Beautifully and meticulously observed, Climates poetically uses landscape to reflect loneliness, loss and the often-elusive nature of happiness. During a sweltering summer vacation, the relationship between middle-aged professor Isa and his younger girlfriend Bahar brutally implodes. Back in Istanbul that fall, Isa rekindles a torrid affair with a previous lover. But when he learns that Bahar has left the city for a job in the snowy East, he follows her there to win her back.

7pm
The Borrowed Bride
(Egreti Gelin, Atif Yilmaz, Turkey/Greece , 119 min., 35mm, 2005)

A moving historical drama set in the 1920's, Emine becomes the “borrowed bride” of the mayor's son Ali and under strict rules prepares him for marriage. The pair fall in love and though she tries to keep the borrowed brides' code, he defiantly refuses his families' marriage plans. Atif Yilmaz's 119th and last film before he died caused controversy in Turkey starting fierce debate on whether the tradition of borrowed brides even existed.

9h30pm
Crossing the Bridge: The Sounds of Istanbul
(Fatih Akin, Germany/Turkey, 90 min., 35mm, 2005)

Alexander Hacke, of the German avant-garde band Einstürzende Neubauten travels Istanbul with a complete mobile recording studio to capture the exotic sounds and musical diversity, ranging from modern electronic sounds, rock and hip-hop, right down to classical “Arabesque” music. Fatih Akin, director of Head-On accompanies him with his camera for a lively portrait of Istanbul's music scene.

Sunday, November 11

UWM Union Theater
Thursday – Sunday, November 8-11
Turkish Film Series

2h30pm
Two Girls
(Iki Genç Kiz, Kutlug Ataman , Turkey , 107 min., 35mm, 2005)

Based on a popular Turkish novel, Two Girls tells the story of two girls from very different backgrounds. Behiye, a rebellious student despises her conservative family. Handan lives with her single mother, a beautiful woman with more liberal world views. Shortly after meeting, they embark on a secret plan to escape their dysfunctional families. Their intense relationship encompasses all that is wonderful and tragic about youth.

5pm
The Play
(Oyun, Pelin Esmer, Turkey, 70 min., 35mm, 2005)

The Play documents nine peasant women living in a remote mountain village in southern Turkey . Their days are taken up by working in the fields, on a construction, and at home. To lighten the burden, these women come together at night to write and eventually perform a play based on their lives.

7pm
Ice Cream, I Scream
(Dondurman Gaymak, Yuksel Aksu, Turkey, in Turkish w/ Eng. St ., 100 min., 35mm, 2006)

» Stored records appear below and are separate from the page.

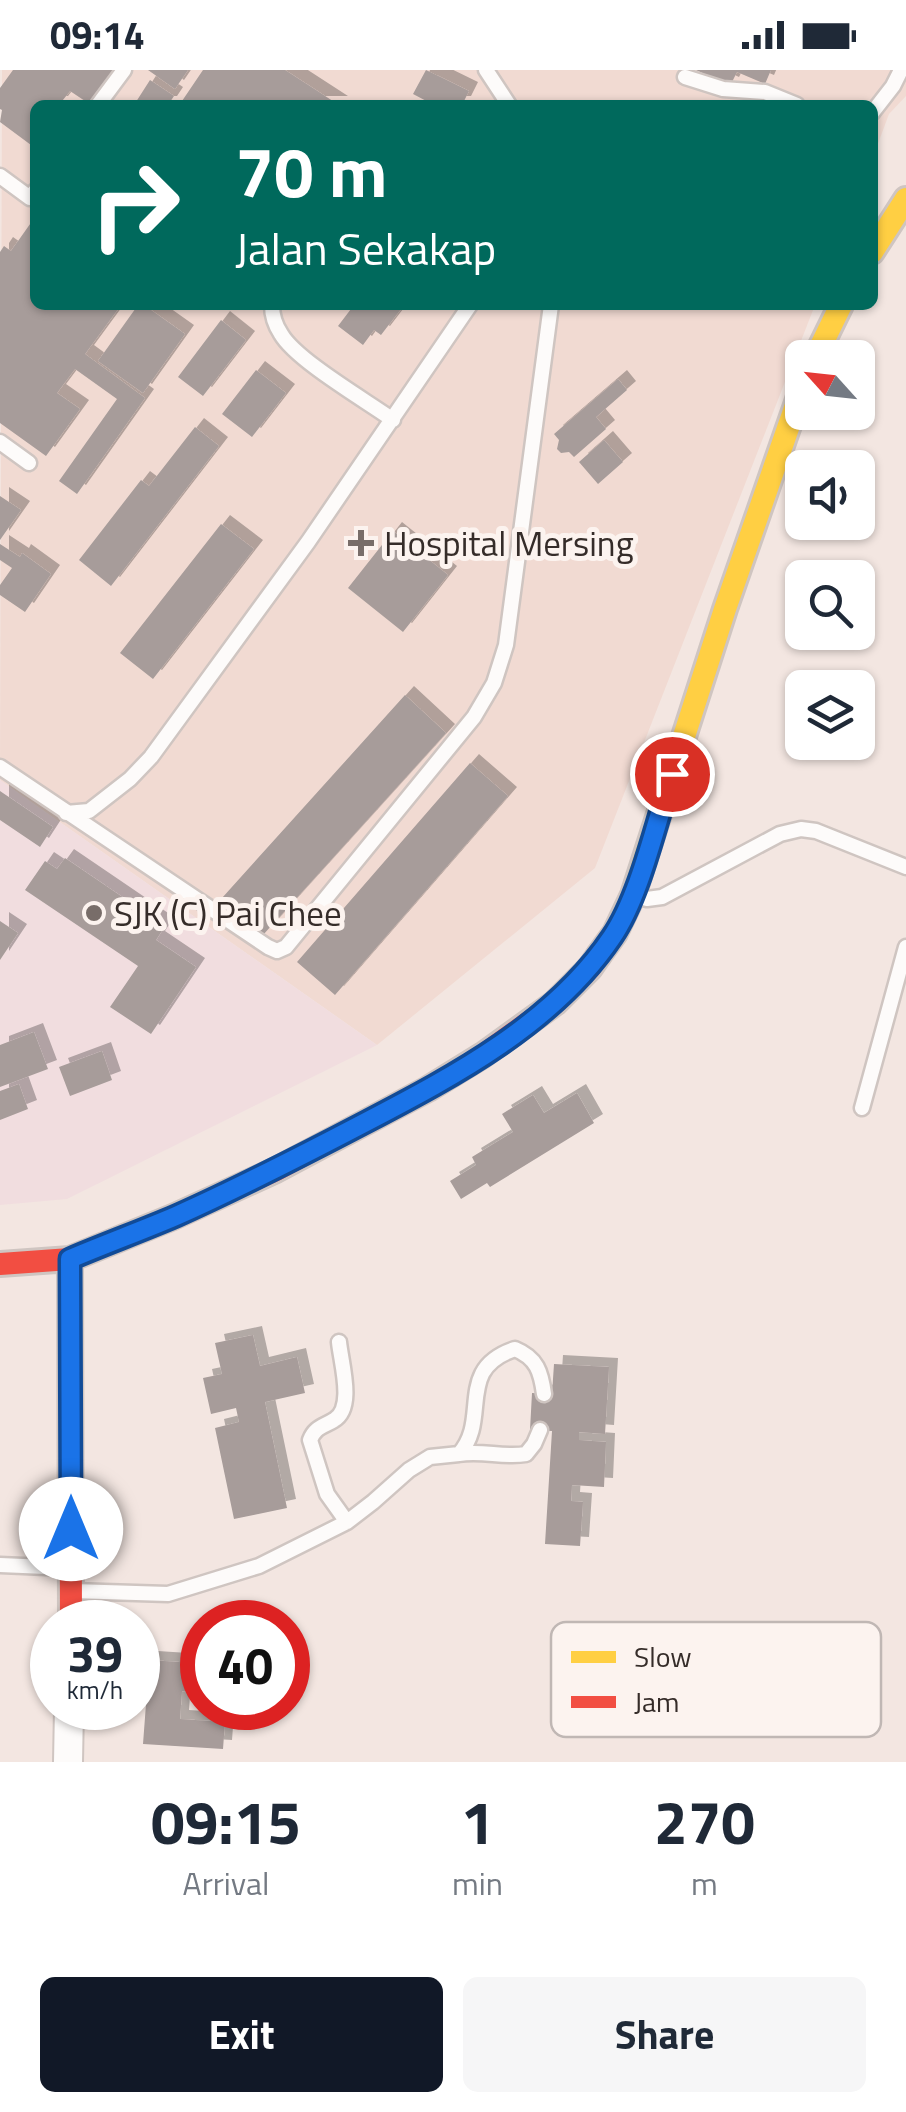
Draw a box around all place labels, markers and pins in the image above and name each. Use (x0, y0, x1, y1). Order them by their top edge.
place label: Hospital Mersing (384, 516, 634, 570)
marker: Hospital Mersing (348, 530, 374, 556)
pin (630, 732, 715, 817)
place label: SJK (C) Pai Chee (114, 886, 342, 940)
marker: SJK (C) Pai Chee (83, 902, 105, 924)

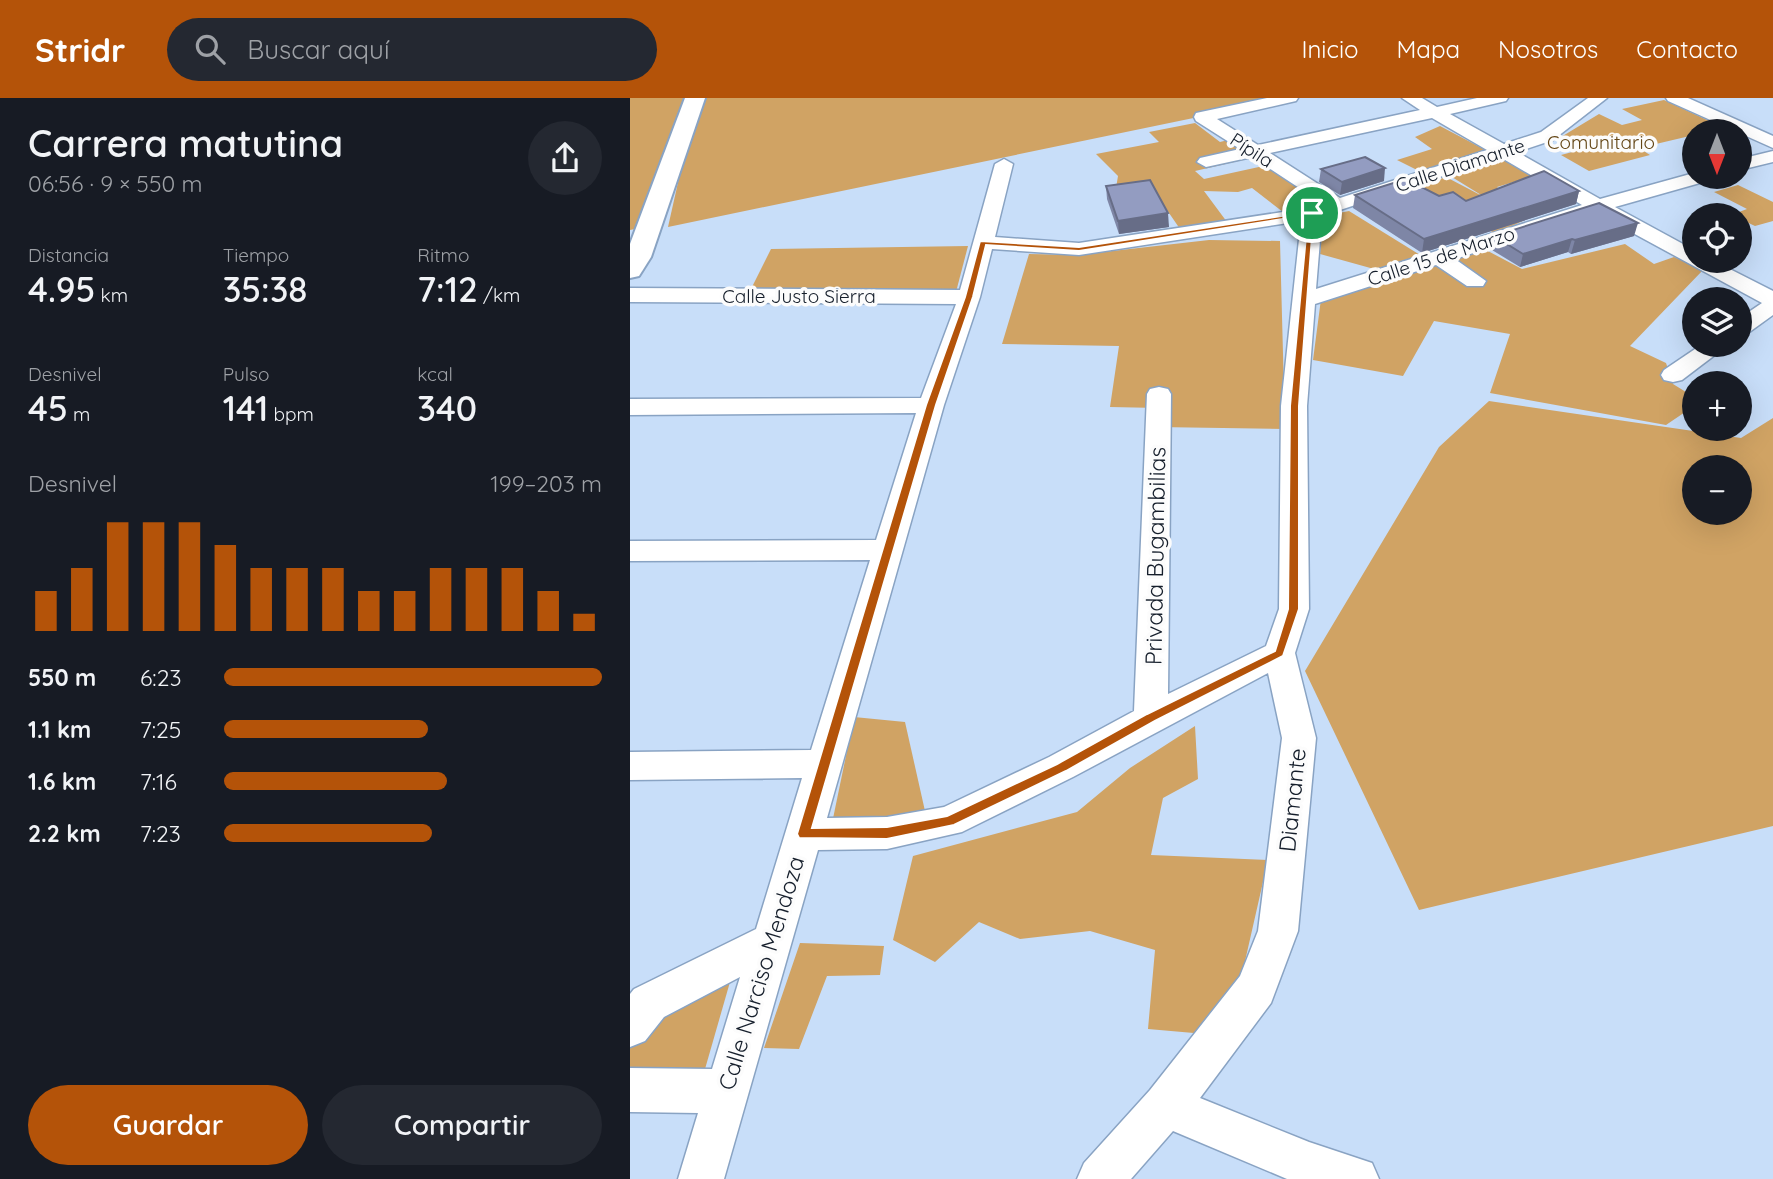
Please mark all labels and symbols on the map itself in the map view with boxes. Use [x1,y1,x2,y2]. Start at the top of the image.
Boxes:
north arrow [1682,119,1752,189]
street label: Pípila [1226,127,1278,173]
park label: Comunitario [1547,130,1655,154]
street label: Calle Diamante [1392,133,1528,197]
pin [1282,183,1342,243]
street label: Calle 15 de Marzo [1364,221,1518,291]
street label: Calle Justo Sierra [722,284,876,308]
street label: Privada Bugambilias [1139,447,1171,665]
street label: Diamante [1272,747,1312,853]
street label: Calle Narciso Mendoza [712,852,810,1094]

Ice Cream, I Scream follows the misadventures of an independent ice cream vendor struggling to stay afloat against the larger ice cream shops. In the tourist town of Mugla a gang of boys steal an ice cream cart, but the owner of the cart believes the corporations are trying to ruin him. An over the top comedy that deals with the changing marketplace of small Turkish towns.